11 dpo: bbt 98.51 -- I woke up as usual to temp at 7 am and I see a 98.51. My highest temp this cycle. I was expecting either a flat or a drop in temps. This cycle has been so screwy I feel like I don't know what to expect anymore. As this is my first medicated cycle, its hard to know what is "normal" for me. I've been noticing but notsomuch noting what I think is a symptom, but hey its my crazy ride on these teacups so who cares that if AF comes at the end of the week, these "symptoms" will have been nothing but my overworked imagination . . . .
1-2 dpo: clumpy spotting.
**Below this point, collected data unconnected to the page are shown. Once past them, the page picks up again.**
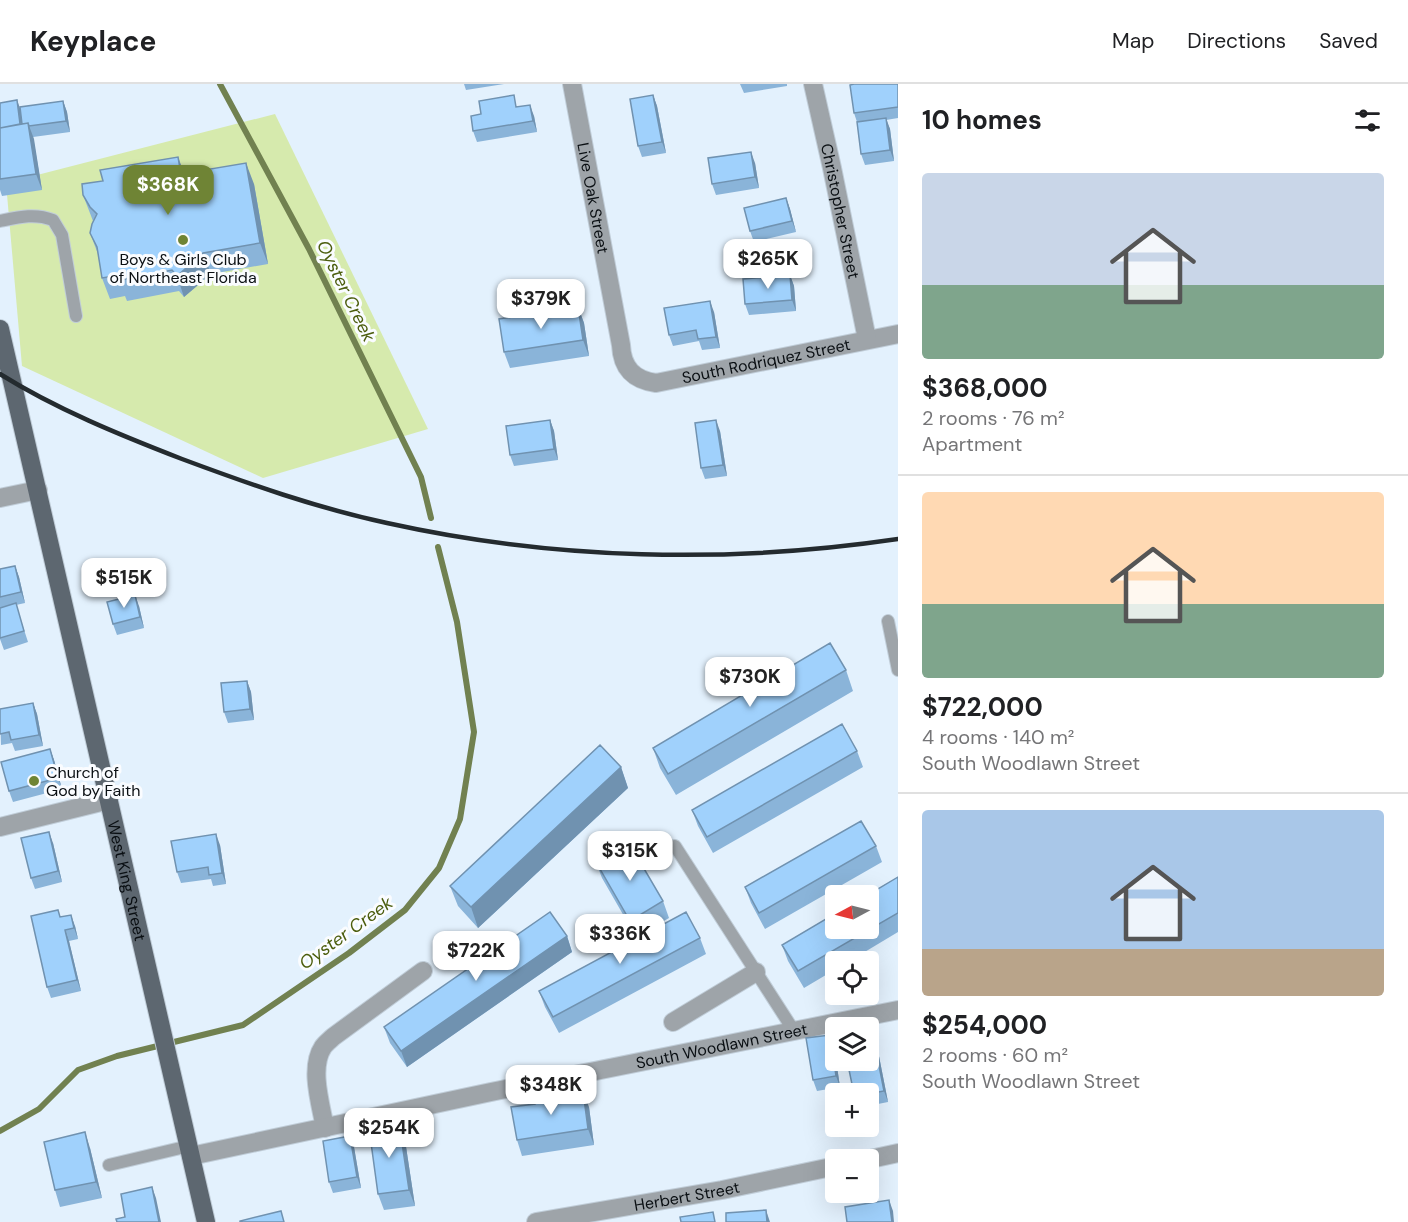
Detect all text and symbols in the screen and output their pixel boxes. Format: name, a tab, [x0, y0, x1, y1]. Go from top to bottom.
text: Keyplace	[30, 23, 156, 60]
text: Map	[1112, 27, 1154, 55]
text: Directions	[1187, 27, 1286, 55]
text: Saved	[1319, 27, 1378, 55]
text: 10 homes	[922, 103, 1042, 137]
icon: filters	[1351, 104, 1384, 137]
street label: Live Oak Street	[572, 141, 614, 255]
street label: Christopher Street	[816, 141, 864, 281]
pin: $368K	[126, 165, 210, 216]
text: $368K	[137, 171, 199, 197]
icon: home	[1099, 212, 1207, 320]
marker: Boys & Girls Club of Northeast Florida	[176, 233, 190, 247]
water label: Oyster Creek	[311, 236, 381, 347]
pin: $265K	[726, 239, 810, 290]
text: $265K	[737, 245, 799, 271]
place label: Boys & Girls Club of Northeast Florida	[109, 249, 257, 288]
pin: $379K	[499, 279, 583, 330]
text: $379K	[511, 285, 571, 311]
street label: South Rodriquez Street	[680, 334, 852, 388]
text: $368,000	[922, 371, 1048, 405]
text: 2 rooms · 76 m²	[922, 405, 1065, 431]
text: Apartment	[922, 431, 1022, 457]
icon: home	[1099, 531, 1207, 639]
pin: $515K	[82, 558, 166, 609]
text: $515K	[95, 564, 153, 590]
pin: $730K	[708, 657, 792, 708]
text: $730K	[719, 663, 781, 689]
text: $722,000	[922, 690, 1043, 724]
text: 4 rooms · 140 m²	[922, 724, 1074, 750]
text: South Woodlawn Street	[922, 750, 1140, 776]
place label: Church of God by Faith	[46, 762, 140, 801]
marker: Church of God by Faith	[27, 774, 41, 788]
street label: West King Street	[103, 818, 151, 943]
pin: $315K	[588, 831, 672, 882]
text: $315K	[602, 837, 658, 863]
icon: home	[1099, 849, 1207, 957]
north arrow	[825, 885, 879, 939]
map controls	[825, 885, 879, 1203]
water label: Oyster Creek	[294, 890, 398, 975]
pin: $336K	[578, 914, 662, 965]
text: $336K	[589, 920, 651, 946]
pin: $722K	[434, 931, 518, 982]
text: $722K	[447, 937, 505, 963]
button: locate	[825, 951, 879, 1005]
text: $254,000	[922, 1008, 1047, 1042]
button: layers	[825, 1017, 879, 1071]
street label: South Woodlawn Street	[634, 1018, 809, 1074]
text: 2 rooms · 60 m²	[922, 1042, 1068, 1068]
pin: $348K	[509, 1065, 593, 1116]
text: South Woodlawn Street	[922, 1068, 1140, 1094]
text: $348K	[520, 1071, 582, 1097]
button: +	[825, 1083, 879, 1137]
pin: $254K	[347, 1108, 431, 1159]
text: $254K	[358, 1114, 420, 1140]
button: −	[825, 1149, 879, 1203]
street label: Herbert Street	[632, 1177, 742, 1216]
Logical Explanation: still having ewcm and could have spotted from either the iui itself or Hopeful Explanation: from a strong ovulation, further assuring myself I may have had multiple follicles.
3 dpo: creamy cm, all seems normal.
4 dpo: brief spotting. Logical Explanation: Remnants of ovulation spotting or Hopeful Explanation: Super early implantation spotting coupled with a slight dip in temps.
5 dpo: gassy and bloated. Logical Explanation: DH and I are not eating meat during Lent and so to help with protein, I made a 15 bean soup. Hopeful Explanation: a miracle begins before I know it.
6-9 dpo: off and on gassy, bloated, skin break out. Logical Explanation: getting closer to AF, more bean soup, and the fact that I've been off of my antibiotics for acne for a week waiting for the refill. Hopeful Explanation: beginning of a shift in hormones maybe?
10-11 dpo: tender breasts, fatigue, restless sleep, hot flashes, headaches. Logical Explanation: closer to AF, maybe dehydrated, side effects from femara, resting too much during day means restless sleep at night. Hopeful Explanation: building up of HCG and Progesterone??
So here we are, 11 dpo, I'm ready for a nap since I didn't feel like I slept well at all last night. I am not as disheartened at my morning's BFN as usual, until I see AF, I'm going to hope and pray that this is God's perfect plan set in motion. Whatever that plan is, I hope and pray I'm ready and prepared to follow it.